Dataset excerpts
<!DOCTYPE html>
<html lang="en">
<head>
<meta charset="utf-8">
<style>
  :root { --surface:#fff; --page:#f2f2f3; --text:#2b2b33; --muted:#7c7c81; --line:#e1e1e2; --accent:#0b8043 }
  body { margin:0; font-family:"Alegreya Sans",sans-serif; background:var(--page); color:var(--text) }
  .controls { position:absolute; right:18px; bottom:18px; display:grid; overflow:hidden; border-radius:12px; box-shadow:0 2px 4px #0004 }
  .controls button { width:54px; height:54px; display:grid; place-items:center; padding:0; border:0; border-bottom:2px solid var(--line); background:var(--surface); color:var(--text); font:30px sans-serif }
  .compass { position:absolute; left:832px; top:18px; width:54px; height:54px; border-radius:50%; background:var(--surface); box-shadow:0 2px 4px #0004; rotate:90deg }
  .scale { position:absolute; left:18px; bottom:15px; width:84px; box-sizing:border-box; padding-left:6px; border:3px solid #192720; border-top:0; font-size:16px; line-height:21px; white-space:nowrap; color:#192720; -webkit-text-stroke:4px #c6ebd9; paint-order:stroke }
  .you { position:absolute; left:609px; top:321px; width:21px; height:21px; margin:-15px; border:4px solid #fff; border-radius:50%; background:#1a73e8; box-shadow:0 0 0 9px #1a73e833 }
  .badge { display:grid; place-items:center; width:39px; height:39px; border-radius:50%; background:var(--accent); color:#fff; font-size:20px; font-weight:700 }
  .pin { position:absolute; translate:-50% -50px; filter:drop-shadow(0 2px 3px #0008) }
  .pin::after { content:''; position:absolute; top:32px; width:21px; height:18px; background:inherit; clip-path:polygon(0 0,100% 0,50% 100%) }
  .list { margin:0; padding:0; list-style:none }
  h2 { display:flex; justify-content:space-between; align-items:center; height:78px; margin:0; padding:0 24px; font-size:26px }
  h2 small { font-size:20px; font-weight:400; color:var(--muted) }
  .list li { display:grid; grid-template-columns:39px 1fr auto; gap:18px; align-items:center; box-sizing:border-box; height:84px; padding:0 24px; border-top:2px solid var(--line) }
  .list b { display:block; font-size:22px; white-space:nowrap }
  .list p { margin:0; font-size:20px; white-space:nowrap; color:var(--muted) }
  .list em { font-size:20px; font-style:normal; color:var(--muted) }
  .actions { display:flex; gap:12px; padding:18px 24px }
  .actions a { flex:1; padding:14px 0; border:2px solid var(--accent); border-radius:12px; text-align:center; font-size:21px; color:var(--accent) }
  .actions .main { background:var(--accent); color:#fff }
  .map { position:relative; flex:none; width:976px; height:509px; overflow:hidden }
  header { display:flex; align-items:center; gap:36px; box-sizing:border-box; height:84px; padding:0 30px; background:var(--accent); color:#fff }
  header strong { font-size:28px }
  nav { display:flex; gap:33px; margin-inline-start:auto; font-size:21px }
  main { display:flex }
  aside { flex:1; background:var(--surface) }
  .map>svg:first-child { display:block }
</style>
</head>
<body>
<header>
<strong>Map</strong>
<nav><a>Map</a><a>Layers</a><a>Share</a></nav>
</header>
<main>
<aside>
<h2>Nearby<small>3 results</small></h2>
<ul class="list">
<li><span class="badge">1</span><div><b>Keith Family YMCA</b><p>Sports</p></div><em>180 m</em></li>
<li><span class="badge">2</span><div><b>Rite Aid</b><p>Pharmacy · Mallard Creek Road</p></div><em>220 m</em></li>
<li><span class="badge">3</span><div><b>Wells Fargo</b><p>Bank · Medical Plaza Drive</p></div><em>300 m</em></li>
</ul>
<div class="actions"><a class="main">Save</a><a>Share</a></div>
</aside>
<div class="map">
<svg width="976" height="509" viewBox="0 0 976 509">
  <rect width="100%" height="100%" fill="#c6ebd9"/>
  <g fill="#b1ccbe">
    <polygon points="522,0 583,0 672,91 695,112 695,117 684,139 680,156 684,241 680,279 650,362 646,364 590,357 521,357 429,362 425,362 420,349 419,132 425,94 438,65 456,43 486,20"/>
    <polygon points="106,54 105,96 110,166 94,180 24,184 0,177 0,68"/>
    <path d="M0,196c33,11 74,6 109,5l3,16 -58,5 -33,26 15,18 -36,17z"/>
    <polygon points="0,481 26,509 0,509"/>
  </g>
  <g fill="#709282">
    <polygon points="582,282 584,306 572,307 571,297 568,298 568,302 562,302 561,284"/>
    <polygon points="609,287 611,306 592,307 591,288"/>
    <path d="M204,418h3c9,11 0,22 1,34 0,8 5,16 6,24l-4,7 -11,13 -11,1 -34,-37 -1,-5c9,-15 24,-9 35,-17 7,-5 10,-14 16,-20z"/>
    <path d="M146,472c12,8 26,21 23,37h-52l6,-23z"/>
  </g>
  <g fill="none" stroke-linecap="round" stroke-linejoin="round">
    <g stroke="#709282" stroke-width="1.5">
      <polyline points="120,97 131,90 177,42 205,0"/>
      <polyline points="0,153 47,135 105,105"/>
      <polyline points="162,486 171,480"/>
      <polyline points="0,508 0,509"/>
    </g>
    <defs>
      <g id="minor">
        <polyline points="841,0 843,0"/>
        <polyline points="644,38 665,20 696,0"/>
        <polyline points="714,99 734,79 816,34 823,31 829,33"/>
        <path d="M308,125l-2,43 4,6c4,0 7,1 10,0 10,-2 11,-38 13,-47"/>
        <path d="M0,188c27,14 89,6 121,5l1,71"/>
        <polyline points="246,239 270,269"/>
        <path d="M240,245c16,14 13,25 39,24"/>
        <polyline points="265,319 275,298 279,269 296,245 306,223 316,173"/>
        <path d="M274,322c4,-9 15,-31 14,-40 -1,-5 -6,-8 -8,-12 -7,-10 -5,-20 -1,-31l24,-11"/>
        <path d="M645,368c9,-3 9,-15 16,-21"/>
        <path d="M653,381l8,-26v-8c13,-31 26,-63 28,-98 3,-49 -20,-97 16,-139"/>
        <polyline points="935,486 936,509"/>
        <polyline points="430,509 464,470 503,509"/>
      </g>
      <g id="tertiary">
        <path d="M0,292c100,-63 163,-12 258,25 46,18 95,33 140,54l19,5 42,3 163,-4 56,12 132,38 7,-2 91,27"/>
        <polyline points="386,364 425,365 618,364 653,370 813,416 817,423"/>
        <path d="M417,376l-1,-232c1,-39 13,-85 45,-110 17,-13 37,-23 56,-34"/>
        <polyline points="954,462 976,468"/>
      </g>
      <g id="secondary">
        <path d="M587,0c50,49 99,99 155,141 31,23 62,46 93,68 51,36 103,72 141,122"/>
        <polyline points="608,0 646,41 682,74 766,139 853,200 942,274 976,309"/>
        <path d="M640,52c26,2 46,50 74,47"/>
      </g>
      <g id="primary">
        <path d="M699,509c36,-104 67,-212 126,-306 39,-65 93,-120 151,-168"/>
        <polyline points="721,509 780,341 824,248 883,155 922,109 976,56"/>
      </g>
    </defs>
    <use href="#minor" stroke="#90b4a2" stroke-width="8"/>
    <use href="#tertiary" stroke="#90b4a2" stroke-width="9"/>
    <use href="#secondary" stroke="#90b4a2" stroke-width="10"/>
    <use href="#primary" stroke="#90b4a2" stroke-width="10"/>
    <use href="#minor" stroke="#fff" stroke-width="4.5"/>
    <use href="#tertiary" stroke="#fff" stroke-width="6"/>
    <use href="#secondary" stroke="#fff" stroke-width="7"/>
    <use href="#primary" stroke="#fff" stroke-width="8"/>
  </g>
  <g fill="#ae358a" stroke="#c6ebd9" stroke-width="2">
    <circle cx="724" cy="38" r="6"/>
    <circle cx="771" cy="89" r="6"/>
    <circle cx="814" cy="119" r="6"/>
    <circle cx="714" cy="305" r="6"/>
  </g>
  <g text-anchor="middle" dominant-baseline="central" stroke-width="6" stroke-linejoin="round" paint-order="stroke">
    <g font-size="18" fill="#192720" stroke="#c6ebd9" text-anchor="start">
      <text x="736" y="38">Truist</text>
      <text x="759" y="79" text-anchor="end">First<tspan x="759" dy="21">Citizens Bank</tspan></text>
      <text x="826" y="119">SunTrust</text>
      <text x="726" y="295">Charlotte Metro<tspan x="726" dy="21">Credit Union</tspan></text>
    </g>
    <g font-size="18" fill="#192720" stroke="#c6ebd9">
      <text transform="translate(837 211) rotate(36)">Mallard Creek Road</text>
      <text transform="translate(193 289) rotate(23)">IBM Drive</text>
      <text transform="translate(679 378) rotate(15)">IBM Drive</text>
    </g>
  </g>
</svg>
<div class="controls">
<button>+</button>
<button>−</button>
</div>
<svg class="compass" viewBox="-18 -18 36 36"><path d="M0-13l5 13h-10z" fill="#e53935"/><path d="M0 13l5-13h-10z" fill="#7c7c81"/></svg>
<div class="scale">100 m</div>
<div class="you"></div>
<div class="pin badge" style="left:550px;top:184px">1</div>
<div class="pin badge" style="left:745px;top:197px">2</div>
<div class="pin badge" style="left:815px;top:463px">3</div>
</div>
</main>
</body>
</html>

THE TASK -> Nothing but a number is expected: the count of lines in the data that include the word "controls".

OUTPUT -> 3